TASK REQUIREMENTS »
Omit any picture, and return the remaining data exactly as written.

THE DATA »
################
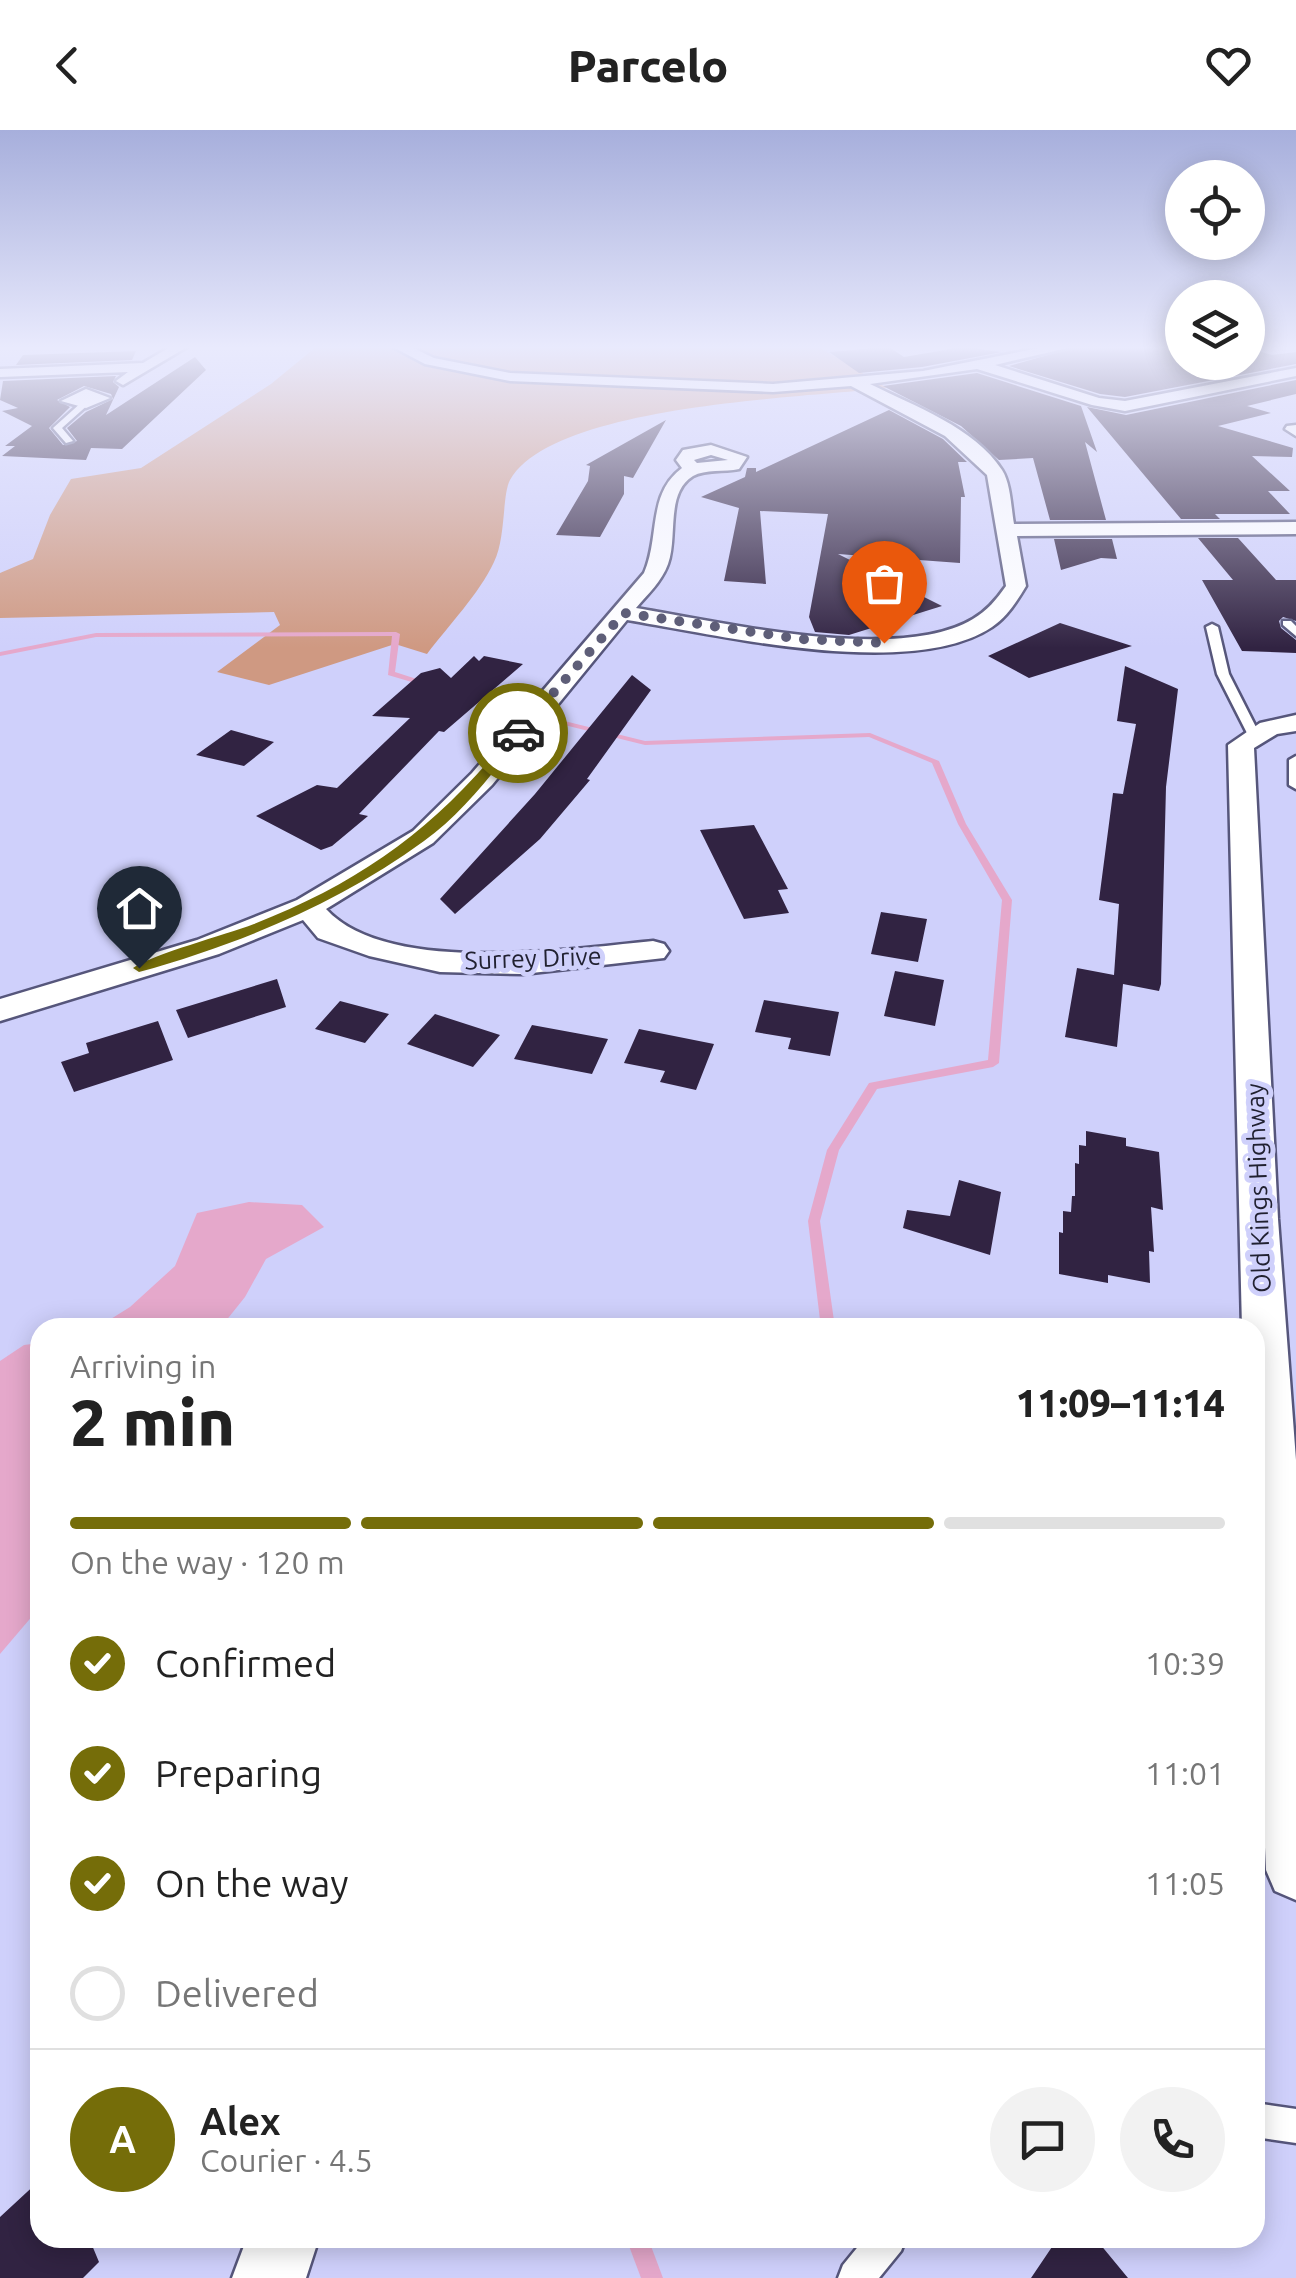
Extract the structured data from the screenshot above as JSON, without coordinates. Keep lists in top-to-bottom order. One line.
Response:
{"streets":{"street":["Surrey Drive","Old Kings Highway"]},"page":{"header":"Parcelo","heading":["2 min","Arriving in","11:09–11:14"],"panel":["Alex","Courier · 4.5"],"bar":"On the way · 120 m","list":[["Confirmed","10:39"],["Preparing","11:01"],["On the way","11:05"],"Delivered"],"round":"A"}}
################
EXERCISE RESPONSE »
Extract the structured data from the screenshot above as JSON, without coordinates. Keep lists in top-to-bottom order. One line.
Response:
{"streets":{"street":["Surrey Drive","Old Kings Highway"]},"page":{"header":"Parcelo","heading":["2 min","Arriving in","11:09–11:14"],"panel":["Alex","Courier · 4.5"],"bar":"On the way · 120 m","list":[["Confirmed","10:39"],["Preparing","11:01"],["On the way","11:05"],"Delivered"],"round":"A"}}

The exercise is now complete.